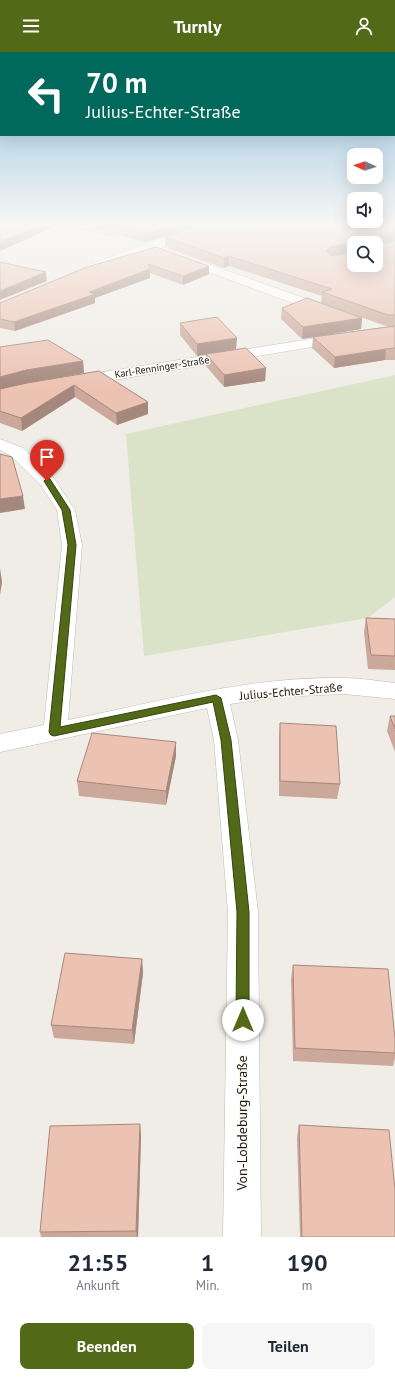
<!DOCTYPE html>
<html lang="de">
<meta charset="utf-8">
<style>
:root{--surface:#fff;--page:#f6f6f7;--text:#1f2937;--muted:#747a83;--accent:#526918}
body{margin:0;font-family:"PT Sans",sans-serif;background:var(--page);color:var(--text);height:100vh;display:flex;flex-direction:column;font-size:15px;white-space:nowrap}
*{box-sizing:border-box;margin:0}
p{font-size:13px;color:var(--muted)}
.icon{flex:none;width:22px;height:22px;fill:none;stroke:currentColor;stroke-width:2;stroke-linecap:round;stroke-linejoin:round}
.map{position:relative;height:1185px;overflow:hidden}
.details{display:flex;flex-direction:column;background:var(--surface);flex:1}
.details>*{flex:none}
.hud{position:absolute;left:0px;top:0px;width:395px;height:84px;box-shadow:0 4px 16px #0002;background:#00695c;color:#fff;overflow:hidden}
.needle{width:26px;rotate:273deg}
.tools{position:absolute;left:347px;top:96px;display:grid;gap:8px}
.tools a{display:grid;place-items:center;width:36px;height:36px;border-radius:8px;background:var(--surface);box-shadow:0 4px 16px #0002;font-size:20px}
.pin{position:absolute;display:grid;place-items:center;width:34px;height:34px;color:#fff;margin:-41px -17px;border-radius:50% 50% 50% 0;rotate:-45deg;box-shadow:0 0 4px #0007}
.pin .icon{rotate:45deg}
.me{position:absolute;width:44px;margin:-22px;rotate:0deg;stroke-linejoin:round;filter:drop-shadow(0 0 3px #0008)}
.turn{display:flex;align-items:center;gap:14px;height:84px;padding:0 20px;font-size:18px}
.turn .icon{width:52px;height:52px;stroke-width:2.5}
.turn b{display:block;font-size:28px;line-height:34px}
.eta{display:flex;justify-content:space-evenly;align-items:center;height:68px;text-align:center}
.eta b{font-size:24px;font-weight:700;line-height:28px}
.action{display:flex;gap:8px;margin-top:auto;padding:8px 20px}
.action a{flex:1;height:46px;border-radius:8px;background:var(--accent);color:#fff;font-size:16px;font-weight:700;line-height:46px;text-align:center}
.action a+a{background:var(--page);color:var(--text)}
header{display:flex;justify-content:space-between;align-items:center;height:52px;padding:0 20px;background:var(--accent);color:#fff;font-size:18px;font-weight:700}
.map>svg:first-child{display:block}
.green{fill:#dae3c8}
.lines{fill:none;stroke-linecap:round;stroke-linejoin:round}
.minor-casing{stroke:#bdbbb5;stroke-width:1}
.path{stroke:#868480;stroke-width:1.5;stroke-dasharray:1.5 1;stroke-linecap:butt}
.minor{fill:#fff;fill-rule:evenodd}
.wall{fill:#cba89a;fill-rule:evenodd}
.shaded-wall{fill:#a5887d}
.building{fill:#ecc3b3;stroke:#a5887d}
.route{fill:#526918;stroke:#354410}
.labels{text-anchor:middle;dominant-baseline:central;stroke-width:3;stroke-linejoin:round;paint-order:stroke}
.far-street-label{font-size:10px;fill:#1c1b19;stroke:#fdfaf5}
.street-label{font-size:12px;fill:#1c1b19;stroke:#fdfaf5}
.near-street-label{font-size:14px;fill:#1c1b19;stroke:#fdfaf5}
</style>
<header><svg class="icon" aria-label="menu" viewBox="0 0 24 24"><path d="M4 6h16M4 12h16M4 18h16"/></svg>Turnly<svg class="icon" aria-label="person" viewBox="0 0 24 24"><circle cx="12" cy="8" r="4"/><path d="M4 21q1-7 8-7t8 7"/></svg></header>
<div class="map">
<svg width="395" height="1185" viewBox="0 0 395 1185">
<rect width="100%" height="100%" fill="#f0ede7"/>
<path class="green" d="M395 323V545L368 566 144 604 126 382Z"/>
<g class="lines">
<defs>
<path id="minor" d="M217 171H233L232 173 161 195 332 256 334 259 332 262H322L149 198 84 224H76L74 221 76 218 144 192Z
M395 275V283L348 289 78 334 73 332 70 329 73 326 78 324 348 281Z
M0 387 23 396 53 425 75 458 82 493 68 668C158 650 251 624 344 626 361 626 378 629 395 631V647L344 642 277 645 230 652 238 688 258 860 261 1185H223L228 860 214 688 207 656 0 700V682L44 673 62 493 57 458 40 432 11 404 0 398Z"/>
</defs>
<use href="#minor" class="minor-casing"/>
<path class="path" d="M57 171 115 184"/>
<use href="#minor" class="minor"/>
</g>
<path class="wall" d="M76 171H195V175L218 174 395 171V308H385L334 316 312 296 313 285 391 274H386L321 251 322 244 229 214 224 216 165 195V185L181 180 144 190ZM354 191 376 213 332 204 354 199Z
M156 195 209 222 183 233 150 221V226L95 246V251L15 279 0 276V251Z
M282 256 362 266 361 277 302 287 281 267Z
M180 271 236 297 266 316 265 329 224 335 206 314V302L215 301 197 304 180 283Z
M0 295 83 309 84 321 28 331 9 335 99 319 148 362 117 373 75 345 22 379 0 371Z
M366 566 395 567V618L368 617 364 580Z
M390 664H395V700L387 679Z
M280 671 340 732 337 747 279 744V686Z
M176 704 166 753 79 744 77 729Z
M142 907 143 921 134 992 54 986 51 973Z
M293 913 395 987V1006L393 1014 293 1009 291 927Z
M140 1072 141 1085 138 1185H41L40 1180Z
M299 1073 395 1185H300L297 1086Z"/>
<path class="shaded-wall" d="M45 171H63L0 199V190Z
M185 171H195V176L144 190V182Z
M395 179V189L376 194 375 191 376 184Z
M356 189V191H354V199L329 205 327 198 330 195Z
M229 204V214L224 216V206Z
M209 214V222L183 233V224Z
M150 217V226L95 246V251L15 279 14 270 89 240Z
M46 220 47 229 0 248V239Z
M362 266 361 277 302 287 303 275Z
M237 286 236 297 197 304V292Z
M386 297 385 308 334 316 335 305Z
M83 309 84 321 28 331 0 337V325L26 318Z
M266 316 265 329 224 335V323Z
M74 333 75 345 22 379 21 366Z
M148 350V362L117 373 116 361Z
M23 444 25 457 0 461V447Z
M0 516 2 530 0 543Z
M176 690V704L166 753V739Z
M142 907 143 921 134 992 132 978Z
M140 1072 141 1085 138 1185H137L136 1179Z"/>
<path class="building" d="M0 171H45L0 190Z
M103 171H185L144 182Z
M209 171 218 174 229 171H395V179L376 184V191H356V189L330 195 327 198 329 203 334 204 354 200V213H376V191L378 193 395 189V263H388L322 240 332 237 229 204 224 206 165 185 200 173Z
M156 195 209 214 183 224 148 212 150 217 89 240 95 242 14 270 0 267V251L87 215Z
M0 210 46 220 0 239Z
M307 246 362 266 303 275 282 256Z
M217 265 237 286 197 292 180 271Z
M395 274V296L386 297 335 305 313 285Z
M48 288 83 309 26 318 0 325V295Z
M246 296 266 316 224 323 206 302Z
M99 319 148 350 116 361 74 333 21 366 0 359V337L27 331Z
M0 402 12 405 23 444 0 447Z
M366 566 395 567V604L371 603Z
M390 664H395V677Z
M280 671 336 674 340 732 280 729Z
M92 681 176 690 166 739 77 729Z
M65 901 142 907 132 978 51 973Z
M293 913 388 917 395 987V1001L295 996Z
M140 1072 136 1179 40 1180 50 1074Z
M299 1073 389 1078 395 1138V1185H302Z"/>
<linearGradient id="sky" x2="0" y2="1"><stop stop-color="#89bde0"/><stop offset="0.51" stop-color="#f8f7f4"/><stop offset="1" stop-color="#f8f7f4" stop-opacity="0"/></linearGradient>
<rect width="395" height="337" fill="url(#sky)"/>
<path class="route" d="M47 426 50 427 70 458 76 493 60 675 216 643 221 646 231 688 249 860V968L247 973 243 975 238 973 236 968 237 860 221 688 213 650 54 684 51 683 49 680 68 493 62 458 44 429Z"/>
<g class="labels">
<g class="far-street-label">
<text transform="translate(162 315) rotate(-9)">Karl-Renninger-Straße</text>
</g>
<g class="street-label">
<text transform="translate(291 639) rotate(-5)">Julius-Echter-Straße</text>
</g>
<g class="near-street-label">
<text transform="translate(242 1071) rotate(-90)">Von-Lobdeburg-Straße</text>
</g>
</g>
</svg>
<div class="tools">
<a><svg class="needle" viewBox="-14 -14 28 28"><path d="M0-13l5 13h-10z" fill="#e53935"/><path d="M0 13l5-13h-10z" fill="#747a83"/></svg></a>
<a><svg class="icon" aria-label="sound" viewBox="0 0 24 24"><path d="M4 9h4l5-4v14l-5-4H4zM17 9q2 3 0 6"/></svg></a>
<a><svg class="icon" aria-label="search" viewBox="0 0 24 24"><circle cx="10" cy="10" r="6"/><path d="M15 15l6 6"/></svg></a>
</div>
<div class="pin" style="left:47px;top:429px;background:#d93025"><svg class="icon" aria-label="arrive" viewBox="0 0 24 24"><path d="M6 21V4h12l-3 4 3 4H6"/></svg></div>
<svg class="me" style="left:243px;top:968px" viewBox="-20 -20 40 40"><circle r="19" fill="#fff"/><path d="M0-13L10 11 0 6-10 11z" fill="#526918"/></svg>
<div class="hud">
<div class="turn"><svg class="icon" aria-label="left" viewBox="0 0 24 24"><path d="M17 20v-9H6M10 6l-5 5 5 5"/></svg><div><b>70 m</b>Julius-Echter-Straße</div></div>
</div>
</div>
<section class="details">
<div class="eta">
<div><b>21:55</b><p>Ankunft</p></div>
<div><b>1</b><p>Min.</p></div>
<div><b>190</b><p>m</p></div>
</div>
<div class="action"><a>Beenden</a><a>Teilen</a></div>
</section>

▶ Work order: Reproduce each line of the material that mentions "direction".

▶ Solution for this problem:
body{margin:0;font-family:"PT Sans",sans-serif;background:var(--page);color:var(--text);height:100vh;display:flex;flex-direction:column;font-size:15px;white-space:nowrap}
.details{display:flex;flex-direction:column;background:var(--surface);flex:1}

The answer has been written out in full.